== What is being asked ==
Look through the entries for the string "absolute", and copy each line that holds it.

== Material shown ==
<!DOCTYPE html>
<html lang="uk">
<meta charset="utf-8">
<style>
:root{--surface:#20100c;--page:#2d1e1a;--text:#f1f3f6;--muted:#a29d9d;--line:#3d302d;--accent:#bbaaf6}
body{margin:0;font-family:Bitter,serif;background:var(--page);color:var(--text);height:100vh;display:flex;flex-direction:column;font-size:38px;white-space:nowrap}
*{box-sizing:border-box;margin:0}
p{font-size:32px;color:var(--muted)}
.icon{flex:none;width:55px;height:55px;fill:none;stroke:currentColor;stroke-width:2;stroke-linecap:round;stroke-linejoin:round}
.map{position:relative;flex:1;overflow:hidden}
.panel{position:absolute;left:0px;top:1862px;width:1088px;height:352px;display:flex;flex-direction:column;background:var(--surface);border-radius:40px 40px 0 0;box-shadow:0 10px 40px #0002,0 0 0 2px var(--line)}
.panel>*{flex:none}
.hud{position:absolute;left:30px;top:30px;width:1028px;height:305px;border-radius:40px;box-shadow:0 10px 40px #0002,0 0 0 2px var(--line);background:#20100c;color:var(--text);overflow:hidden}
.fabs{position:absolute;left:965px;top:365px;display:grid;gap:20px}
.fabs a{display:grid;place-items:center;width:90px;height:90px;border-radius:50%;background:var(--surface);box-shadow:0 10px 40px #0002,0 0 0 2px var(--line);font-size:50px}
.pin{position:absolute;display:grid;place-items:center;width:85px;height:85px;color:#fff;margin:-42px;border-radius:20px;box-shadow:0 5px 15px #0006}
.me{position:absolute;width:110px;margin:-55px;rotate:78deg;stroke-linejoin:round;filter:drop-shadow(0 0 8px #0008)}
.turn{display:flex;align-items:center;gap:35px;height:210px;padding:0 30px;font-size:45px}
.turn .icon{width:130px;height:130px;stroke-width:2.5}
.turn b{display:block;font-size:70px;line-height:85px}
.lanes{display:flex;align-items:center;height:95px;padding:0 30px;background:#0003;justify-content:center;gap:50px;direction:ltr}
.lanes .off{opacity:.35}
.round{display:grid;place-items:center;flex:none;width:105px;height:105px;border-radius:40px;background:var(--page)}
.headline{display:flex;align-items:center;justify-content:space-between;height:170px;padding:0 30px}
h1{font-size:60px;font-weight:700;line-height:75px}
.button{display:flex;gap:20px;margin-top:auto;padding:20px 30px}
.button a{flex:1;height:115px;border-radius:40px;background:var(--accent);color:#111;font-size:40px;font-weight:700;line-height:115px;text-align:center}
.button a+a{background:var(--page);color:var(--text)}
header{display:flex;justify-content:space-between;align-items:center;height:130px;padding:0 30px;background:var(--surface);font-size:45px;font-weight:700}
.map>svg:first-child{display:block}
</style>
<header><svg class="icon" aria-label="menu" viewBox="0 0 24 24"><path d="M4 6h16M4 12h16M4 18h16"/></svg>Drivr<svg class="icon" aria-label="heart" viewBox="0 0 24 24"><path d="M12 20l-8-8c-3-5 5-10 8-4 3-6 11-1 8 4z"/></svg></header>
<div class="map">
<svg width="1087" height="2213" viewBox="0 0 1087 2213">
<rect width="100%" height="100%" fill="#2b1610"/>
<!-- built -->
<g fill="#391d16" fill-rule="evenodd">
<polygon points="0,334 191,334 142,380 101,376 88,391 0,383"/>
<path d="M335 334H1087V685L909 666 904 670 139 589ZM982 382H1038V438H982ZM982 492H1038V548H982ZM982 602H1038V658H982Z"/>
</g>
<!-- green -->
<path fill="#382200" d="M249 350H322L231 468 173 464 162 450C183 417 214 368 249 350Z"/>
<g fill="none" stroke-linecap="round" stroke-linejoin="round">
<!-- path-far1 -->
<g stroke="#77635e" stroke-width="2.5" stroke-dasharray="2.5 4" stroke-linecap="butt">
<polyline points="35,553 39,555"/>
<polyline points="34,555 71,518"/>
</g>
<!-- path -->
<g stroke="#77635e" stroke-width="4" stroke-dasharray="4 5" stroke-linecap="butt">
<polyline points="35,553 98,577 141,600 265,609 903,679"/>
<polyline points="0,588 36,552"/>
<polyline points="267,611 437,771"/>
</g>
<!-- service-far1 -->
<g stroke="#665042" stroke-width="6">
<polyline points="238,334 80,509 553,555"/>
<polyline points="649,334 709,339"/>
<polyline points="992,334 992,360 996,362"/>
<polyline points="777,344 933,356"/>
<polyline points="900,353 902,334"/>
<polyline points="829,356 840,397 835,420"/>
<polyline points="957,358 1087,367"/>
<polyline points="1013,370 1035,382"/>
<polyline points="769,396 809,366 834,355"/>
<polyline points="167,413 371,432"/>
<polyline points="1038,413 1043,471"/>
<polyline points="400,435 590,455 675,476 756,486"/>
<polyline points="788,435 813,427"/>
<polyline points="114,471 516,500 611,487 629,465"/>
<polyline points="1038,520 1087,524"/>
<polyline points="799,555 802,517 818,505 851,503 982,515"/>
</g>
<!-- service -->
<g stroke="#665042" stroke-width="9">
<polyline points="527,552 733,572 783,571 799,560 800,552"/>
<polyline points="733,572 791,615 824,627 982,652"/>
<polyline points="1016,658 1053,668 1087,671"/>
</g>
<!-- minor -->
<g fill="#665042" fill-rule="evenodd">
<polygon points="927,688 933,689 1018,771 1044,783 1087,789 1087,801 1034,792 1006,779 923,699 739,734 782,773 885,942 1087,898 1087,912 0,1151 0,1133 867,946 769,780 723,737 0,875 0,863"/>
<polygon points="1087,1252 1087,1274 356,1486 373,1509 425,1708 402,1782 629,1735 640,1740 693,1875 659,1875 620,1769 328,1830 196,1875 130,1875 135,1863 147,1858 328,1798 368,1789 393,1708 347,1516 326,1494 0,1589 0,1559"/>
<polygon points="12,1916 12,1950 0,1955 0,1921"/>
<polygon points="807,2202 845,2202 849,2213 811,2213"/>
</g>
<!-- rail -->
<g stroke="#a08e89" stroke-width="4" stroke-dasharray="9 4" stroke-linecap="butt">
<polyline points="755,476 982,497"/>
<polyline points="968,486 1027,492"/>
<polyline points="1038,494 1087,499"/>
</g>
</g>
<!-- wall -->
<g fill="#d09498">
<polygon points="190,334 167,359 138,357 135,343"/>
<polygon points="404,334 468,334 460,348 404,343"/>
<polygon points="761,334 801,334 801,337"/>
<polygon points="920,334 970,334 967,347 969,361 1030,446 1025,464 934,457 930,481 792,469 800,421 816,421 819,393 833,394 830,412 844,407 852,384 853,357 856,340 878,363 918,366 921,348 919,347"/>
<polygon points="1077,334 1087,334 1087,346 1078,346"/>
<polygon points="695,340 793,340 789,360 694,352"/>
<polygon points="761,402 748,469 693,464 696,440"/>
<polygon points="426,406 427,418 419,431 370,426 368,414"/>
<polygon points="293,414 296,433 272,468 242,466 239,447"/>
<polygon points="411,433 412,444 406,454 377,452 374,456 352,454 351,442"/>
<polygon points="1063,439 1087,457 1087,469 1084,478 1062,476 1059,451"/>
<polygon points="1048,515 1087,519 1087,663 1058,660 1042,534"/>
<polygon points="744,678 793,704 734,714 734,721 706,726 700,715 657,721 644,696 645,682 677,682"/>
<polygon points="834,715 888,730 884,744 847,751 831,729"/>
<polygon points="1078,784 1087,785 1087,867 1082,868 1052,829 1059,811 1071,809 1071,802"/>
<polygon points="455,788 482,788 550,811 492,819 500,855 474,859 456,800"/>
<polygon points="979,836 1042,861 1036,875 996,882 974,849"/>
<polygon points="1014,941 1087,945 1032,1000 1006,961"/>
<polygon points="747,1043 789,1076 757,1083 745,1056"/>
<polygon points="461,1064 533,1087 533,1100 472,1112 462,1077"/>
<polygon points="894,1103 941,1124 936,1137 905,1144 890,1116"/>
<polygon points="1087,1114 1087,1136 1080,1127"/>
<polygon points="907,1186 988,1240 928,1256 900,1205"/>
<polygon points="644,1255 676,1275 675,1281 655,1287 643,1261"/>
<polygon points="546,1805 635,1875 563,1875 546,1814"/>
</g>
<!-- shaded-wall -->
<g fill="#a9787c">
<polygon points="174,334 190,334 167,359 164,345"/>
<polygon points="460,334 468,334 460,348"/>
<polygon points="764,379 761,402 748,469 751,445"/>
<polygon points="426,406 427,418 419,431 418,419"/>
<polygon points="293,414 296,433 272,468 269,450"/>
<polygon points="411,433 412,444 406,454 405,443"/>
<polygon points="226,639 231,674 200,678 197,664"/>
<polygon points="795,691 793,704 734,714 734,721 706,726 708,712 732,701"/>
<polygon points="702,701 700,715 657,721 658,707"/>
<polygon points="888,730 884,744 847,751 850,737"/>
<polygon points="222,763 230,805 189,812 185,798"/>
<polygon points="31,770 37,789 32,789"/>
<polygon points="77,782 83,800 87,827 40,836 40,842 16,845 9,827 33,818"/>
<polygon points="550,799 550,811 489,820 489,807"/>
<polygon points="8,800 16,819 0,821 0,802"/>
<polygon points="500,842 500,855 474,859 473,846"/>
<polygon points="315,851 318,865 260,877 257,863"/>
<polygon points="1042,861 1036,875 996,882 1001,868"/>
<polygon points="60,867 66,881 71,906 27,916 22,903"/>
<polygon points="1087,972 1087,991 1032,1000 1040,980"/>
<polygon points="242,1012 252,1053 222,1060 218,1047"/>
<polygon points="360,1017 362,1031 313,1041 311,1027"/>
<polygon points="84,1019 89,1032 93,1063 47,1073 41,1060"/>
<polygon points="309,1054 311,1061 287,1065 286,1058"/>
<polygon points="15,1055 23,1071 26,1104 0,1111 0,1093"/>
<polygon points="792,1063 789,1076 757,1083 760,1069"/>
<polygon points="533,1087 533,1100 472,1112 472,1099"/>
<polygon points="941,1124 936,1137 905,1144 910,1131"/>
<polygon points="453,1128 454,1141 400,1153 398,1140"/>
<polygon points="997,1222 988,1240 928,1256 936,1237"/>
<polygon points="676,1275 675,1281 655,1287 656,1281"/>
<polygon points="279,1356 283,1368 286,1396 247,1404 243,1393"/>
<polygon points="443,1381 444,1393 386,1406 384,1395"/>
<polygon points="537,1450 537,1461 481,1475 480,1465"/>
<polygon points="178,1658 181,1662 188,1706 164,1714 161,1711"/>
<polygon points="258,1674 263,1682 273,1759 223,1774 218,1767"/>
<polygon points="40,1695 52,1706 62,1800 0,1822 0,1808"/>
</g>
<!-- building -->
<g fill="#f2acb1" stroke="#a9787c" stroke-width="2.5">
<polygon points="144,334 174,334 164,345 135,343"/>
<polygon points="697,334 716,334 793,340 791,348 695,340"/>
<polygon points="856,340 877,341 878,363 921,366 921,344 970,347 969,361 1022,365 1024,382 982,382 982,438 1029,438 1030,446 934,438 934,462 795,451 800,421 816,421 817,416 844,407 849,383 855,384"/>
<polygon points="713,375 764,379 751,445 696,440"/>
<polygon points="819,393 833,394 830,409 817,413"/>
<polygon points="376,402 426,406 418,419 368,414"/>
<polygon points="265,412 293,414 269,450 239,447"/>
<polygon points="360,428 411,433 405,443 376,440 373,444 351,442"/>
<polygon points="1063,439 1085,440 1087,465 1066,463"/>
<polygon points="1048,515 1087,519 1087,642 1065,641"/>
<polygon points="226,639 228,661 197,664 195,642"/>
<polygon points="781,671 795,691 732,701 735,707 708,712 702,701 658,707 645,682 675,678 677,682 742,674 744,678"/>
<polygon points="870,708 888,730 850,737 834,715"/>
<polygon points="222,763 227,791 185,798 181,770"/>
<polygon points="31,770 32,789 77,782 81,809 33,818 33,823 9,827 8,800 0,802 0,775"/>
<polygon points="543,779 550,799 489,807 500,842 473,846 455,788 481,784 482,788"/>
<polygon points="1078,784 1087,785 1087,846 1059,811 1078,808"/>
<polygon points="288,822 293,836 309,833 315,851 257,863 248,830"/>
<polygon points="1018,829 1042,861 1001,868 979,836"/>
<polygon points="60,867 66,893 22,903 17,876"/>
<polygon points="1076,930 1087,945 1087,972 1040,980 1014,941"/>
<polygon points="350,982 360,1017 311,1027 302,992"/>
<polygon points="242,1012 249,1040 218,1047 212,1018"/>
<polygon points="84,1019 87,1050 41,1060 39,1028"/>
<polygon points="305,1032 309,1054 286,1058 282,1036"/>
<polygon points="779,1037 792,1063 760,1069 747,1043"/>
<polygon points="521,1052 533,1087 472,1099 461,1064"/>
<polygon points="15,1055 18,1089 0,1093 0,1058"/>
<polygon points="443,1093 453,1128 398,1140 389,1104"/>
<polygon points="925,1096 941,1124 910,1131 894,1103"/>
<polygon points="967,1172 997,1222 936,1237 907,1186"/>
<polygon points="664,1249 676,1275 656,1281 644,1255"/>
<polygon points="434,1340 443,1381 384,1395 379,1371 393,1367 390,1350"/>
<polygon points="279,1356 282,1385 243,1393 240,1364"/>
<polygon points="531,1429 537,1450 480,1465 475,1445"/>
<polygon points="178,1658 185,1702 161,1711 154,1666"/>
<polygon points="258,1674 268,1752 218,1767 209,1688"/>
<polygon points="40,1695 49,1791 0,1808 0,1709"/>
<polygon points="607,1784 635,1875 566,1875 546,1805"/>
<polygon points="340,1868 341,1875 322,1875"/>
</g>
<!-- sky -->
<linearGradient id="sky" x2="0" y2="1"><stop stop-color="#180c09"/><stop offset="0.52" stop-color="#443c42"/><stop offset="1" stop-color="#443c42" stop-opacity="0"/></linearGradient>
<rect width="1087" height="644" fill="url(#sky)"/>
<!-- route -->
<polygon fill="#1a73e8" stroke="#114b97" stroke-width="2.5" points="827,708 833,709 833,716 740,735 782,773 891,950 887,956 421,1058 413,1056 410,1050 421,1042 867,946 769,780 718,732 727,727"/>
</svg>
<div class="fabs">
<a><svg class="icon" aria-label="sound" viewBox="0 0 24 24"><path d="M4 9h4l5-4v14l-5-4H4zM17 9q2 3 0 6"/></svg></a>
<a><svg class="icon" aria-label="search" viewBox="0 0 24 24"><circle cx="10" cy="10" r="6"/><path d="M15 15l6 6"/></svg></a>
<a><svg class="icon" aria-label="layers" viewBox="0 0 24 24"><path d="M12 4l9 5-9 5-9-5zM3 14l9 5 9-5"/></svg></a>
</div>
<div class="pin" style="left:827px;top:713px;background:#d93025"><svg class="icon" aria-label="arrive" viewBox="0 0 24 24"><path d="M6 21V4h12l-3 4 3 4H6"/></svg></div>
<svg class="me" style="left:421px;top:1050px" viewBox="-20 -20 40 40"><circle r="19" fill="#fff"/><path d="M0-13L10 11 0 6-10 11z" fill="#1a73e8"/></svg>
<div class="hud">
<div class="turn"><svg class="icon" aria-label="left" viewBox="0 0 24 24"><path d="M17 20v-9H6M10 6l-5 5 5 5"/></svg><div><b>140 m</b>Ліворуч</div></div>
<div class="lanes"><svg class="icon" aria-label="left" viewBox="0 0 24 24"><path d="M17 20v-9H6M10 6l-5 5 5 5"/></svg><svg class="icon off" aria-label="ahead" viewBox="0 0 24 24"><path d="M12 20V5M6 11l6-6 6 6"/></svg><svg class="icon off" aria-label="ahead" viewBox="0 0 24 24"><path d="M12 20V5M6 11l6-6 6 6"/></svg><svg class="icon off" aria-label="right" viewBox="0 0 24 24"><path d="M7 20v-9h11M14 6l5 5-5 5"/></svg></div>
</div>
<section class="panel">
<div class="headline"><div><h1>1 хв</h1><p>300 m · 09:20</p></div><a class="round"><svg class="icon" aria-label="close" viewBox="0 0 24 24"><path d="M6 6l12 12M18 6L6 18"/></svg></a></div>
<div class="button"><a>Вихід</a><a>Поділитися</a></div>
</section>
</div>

== Exercise answer ==
.panel{position:absolute;left:0px;top:1862px;width:1088px;height:352px;display:flex;flex-direction:column;background:var(--surface);border-radius:40px 40px 0 0;box-shadow:0 10px 40px #0002,0 0 0 2px var(--line)}
.hud{position:absolute;left:30px;top:30px;width:1028px;height:305px;border-radius:40px;box-shadow:0 10px 40px #0002,0 0 0 2px var(--line);background:#20100c;color:var(--text);overflow:hidden}
.fabs{position:absolute;left:965px;top:365px;display:grid;gap:20px}
.pin{position:absolute;display:grid;place-items:center;width:85px;height:85px;color:#fff;margin:-42px;border-radius:20px;box-shadow:0 5px 15px #0006}
.me{position:absolute;width:110px;margin:-55px;rotate:78deg;stroke-linejoin:round;filter:drop-shadow(0 0 8px #0008)}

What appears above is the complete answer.